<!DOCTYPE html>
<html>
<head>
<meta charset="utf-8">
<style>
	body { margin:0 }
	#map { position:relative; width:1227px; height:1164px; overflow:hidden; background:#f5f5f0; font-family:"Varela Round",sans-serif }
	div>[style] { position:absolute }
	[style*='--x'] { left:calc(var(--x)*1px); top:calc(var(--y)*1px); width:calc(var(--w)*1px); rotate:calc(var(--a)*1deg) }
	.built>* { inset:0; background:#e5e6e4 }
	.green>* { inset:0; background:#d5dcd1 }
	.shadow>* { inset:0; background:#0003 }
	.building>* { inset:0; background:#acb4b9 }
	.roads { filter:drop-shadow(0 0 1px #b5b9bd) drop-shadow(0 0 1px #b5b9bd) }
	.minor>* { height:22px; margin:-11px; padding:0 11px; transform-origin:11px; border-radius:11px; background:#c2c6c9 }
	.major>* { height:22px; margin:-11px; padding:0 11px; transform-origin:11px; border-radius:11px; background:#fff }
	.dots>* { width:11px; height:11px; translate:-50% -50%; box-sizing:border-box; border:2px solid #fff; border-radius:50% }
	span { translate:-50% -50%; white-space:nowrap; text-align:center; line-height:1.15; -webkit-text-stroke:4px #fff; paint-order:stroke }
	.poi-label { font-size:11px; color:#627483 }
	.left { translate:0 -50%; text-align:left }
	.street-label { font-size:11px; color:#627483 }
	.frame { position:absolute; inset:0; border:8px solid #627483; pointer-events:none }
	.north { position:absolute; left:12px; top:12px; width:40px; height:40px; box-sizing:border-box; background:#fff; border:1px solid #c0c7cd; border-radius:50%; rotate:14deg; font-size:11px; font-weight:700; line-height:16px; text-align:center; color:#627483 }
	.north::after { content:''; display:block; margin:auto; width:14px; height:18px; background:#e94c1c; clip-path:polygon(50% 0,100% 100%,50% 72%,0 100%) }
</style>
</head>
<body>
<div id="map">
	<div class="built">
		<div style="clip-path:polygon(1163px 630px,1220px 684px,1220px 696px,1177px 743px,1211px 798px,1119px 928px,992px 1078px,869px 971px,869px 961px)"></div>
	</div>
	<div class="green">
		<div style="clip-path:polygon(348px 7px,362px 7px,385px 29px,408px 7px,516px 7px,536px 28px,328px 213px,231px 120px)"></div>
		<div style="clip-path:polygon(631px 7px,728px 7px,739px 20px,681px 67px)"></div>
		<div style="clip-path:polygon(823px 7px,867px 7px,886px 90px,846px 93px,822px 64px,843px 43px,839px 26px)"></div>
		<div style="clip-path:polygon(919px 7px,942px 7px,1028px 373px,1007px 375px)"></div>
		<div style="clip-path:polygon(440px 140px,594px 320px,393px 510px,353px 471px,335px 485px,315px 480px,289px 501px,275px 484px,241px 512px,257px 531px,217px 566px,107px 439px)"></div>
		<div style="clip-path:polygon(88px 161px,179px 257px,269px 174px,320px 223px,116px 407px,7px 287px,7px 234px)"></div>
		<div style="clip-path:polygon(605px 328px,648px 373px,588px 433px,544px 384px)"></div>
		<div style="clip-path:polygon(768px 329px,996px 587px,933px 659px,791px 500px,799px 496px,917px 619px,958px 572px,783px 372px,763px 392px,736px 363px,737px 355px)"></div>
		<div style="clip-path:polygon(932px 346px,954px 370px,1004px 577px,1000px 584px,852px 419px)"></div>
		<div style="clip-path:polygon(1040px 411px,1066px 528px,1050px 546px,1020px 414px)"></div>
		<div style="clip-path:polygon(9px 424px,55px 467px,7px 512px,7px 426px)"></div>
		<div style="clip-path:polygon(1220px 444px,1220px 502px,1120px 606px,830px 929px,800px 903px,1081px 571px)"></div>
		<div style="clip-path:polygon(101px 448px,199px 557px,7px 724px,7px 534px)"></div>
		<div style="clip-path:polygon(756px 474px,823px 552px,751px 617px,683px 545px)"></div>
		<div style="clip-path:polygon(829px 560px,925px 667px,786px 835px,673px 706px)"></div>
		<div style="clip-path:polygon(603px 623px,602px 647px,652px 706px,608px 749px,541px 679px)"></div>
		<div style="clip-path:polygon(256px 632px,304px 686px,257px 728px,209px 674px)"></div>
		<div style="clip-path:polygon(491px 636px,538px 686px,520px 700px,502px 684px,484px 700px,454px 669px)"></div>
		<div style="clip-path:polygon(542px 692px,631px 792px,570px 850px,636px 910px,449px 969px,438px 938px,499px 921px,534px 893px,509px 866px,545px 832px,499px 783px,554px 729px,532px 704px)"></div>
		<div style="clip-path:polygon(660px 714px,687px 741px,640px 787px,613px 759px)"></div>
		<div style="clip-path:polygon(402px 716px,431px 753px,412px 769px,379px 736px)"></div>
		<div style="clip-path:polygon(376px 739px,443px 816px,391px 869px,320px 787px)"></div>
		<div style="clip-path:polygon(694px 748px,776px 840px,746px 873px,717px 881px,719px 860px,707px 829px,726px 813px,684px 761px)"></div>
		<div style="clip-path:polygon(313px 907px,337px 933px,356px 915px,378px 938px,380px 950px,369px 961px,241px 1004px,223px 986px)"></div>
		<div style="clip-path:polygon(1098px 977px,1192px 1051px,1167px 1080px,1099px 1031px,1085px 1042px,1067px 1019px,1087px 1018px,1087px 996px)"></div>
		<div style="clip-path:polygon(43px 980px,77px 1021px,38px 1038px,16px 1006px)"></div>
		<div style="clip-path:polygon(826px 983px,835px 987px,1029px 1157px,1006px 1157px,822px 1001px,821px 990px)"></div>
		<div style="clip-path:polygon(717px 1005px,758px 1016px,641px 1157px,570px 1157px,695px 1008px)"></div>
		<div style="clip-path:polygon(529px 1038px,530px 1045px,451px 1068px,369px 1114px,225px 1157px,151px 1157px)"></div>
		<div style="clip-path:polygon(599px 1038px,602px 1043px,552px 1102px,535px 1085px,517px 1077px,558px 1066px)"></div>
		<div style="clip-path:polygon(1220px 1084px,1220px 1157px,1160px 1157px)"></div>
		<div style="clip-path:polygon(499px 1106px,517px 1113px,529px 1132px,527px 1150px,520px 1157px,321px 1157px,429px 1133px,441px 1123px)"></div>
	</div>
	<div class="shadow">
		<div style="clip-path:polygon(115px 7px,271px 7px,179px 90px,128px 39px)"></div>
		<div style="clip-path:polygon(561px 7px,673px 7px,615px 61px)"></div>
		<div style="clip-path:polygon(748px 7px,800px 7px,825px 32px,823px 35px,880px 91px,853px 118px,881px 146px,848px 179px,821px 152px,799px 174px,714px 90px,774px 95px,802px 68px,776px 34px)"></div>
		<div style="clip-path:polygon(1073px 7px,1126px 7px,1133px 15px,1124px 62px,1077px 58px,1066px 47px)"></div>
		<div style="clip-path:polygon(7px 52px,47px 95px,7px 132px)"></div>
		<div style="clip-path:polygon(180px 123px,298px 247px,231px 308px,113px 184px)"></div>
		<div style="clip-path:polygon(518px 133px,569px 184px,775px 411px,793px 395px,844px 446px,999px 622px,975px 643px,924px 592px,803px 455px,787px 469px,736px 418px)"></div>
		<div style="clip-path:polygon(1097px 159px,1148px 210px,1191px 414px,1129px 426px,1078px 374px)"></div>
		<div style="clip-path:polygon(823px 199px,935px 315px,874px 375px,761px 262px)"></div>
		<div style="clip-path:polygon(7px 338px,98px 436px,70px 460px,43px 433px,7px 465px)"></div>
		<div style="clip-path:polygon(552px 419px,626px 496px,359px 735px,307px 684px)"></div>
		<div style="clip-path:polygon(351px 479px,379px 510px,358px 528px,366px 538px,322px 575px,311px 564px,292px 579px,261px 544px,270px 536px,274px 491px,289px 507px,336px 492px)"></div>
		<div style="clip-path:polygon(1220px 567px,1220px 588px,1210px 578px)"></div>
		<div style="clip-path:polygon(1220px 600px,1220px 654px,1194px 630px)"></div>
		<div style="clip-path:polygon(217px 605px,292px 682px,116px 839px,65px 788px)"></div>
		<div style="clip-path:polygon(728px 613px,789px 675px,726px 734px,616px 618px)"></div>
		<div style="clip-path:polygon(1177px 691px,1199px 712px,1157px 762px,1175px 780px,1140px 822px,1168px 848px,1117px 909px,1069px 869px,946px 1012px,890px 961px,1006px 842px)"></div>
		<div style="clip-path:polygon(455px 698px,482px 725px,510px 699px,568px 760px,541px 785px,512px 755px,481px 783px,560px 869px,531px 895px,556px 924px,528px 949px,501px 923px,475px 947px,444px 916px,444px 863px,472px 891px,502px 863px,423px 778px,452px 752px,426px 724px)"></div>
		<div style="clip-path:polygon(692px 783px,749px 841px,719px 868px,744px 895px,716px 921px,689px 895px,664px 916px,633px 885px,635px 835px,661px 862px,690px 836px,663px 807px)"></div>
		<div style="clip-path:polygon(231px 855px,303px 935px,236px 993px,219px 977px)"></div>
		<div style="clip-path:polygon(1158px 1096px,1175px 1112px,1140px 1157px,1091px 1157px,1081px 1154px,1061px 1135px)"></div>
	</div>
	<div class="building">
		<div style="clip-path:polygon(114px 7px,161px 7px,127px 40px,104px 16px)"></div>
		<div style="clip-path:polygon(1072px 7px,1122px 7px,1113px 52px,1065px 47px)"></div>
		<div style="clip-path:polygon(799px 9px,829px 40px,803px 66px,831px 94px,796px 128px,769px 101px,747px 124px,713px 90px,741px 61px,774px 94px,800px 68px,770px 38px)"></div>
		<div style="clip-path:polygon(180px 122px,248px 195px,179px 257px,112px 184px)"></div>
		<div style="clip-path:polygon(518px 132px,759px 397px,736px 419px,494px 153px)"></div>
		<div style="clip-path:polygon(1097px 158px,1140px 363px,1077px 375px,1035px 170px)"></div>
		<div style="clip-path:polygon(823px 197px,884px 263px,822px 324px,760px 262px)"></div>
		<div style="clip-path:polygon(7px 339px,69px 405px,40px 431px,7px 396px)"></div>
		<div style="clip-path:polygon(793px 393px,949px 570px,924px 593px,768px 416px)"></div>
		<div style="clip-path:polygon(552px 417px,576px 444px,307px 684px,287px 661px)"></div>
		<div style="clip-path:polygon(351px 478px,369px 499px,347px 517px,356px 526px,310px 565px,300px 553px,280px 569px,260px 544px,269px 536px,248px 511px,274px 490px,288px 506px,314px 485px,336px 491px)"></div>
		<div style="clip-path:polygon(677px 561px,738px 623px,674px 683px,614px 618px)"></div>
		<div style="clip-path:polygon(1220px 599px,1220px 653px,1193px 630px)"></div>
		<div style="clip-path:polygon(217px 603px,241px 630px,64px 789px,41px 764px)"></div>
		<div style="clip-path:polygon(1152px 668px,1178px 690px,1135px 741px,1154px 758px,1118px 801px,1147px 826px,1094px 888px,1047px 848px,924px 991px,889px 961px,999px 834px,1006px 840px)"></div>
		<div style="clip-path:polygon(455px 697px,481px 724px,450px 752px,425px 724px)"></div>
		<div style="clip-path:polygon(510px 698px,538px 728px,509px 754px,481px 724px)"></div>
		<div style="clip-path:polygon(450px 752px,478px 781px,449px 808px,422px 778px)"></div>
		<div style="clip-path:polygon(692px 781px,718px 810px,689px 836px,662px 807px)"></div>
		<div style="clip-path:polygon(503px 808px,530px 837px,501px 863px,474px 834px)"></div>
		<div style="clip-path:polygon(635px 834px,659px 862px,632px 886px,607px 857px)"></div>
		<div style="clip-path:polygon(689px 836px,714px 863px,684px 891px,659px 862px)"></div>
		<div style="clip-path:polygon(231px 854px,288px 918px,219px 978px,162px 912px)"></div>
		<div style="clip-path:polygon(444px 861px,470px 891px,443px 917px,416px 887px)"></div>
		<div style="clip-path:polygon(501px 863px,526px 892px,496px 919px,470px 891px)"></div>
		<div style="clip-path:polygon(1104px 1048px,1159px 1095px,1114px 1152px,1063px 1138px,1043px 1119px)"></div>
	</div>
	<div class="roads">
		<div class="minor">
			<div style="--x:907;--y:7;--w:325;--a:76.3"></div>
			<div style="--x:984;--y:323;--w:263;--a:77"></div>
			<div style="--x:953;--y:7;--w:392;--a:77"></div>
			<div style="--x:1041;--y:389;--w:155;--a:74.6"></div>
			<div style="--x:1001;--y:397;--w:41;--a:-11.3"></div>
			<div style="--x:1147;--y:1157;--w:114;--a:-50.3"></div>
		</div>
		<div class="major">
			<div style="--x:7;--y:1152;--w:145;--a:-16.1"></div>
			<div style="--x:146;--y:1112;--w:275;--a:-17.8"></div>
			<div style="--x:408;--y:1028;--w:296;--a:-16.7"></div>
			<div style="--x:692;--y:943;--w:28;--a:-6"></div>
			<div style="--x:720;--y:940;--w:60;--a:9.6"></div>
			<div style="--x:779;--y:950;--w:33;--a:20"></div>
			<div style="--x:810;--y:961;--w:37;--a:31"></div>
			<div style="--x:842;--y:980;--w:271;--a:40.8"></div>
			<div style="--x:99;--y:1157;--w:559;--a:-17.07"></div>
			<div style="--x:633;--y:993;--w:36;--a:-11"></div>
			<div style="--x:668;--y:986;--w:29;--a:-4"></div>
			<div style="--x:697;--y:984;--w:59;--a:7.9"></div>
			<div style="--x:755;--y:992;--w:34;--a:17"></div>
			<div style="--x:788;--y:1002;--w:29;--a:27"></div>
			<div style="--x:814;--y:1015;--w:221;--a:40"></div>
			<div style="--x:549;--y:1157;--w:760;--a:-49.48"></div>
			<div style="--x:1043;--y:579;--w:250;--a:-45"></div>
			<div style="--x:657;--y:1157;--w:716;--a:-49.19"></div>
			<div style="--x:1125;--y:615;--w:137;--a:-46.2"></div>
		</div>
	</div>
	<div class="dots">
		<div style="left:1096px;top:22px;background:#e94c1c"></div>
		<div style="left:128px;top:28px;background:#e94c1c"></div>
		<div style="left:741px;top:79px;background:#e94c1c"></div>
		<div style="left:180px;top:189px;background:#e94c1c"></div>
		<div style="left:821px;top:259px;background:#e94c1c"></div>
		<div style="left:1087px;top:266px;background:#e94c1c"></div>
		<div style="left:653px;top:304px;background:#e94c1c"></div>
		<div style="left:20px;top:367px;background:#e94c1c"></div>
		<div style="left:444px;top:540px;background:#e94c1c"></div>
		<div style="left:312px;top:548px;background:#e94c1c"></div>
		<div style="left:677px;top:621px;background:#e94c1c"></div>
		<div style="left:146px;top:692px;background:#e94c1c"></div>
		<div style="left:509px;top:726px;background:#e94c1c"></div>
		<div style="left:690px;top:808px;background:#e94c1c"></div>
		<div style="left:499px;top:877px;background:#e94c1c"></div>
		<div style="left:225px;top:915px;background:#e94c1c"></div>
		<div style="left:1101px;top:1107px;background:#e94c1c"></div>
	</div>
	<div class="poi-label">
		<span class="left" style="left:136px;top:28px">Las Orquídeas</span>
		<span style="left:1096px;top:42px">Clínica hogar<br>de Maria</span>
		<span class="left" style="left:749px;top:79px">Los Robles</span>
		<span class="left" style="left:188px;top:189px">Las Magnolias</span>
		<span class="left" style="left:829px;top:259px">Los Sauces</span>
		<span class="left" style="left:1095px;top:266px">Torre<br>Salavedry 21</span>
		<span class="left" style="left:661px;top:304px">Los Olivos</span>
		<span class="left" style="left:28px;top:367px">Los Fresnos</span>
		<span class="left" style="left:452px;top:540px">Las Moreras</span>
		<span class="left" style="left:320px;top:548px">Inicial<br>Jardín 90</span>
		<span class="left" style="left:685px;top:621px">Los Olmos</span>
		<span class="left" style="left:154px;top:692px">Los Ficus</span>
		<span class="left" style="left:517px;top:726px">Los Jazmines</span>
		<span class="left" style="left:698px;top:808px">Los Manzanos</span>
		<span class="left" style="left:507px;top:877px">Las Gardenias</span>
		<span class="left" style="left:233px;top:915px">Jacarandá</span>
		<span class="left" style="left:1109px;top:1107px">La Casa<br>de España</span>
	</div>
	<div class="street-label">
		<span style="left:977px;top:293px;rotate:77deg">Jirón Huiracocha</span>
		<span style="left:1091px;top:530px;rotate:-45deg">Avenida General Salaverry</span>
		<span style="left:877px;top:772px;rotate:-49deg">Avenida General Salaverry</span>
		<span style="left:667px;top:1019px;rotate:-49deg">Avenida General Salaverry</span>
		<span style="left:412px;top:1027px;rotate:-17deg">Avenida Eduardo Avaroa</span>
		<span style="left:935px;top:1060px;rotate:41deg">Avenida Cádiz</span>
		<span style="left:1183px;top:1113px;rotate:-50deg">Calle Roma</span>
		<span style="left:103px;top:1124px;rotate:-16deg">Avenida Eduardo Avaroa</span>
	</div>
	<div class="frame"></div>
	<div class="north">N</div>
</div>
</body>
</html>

- - -

Within the listing above, locate the line containing "9px,829px 40px,803px 66px,831px" and the line containing "197px,884px 263px,822px 324px,760px". Reproduce those two lines and all lines between them exactly, with nothing added.

		<div style="clip-path:polygon(799px 9px,829px 40px,803px 66px,831px 94px,796px 128px,769px 101px,747px 124px,713px 90px,741px 61px,774px 94px,800px 68px,770px 38px)"></div>
		<div style="clip-path:polygon(180px 122px,248px 195px,179px 257px,112px 184px)"></div>
		<div style="clip-path:polygon(518px 132px,759px 397px,736px 419px,494px 153px)"></div>
		<div style="clip-path:polygon(1097px 158px,1140px 363px,1077px 375px,1035px 170px)"></div>
		<div style="clip-path:polygon(823px 197px,884px 263px,822px 324px,760px 262px)"></div>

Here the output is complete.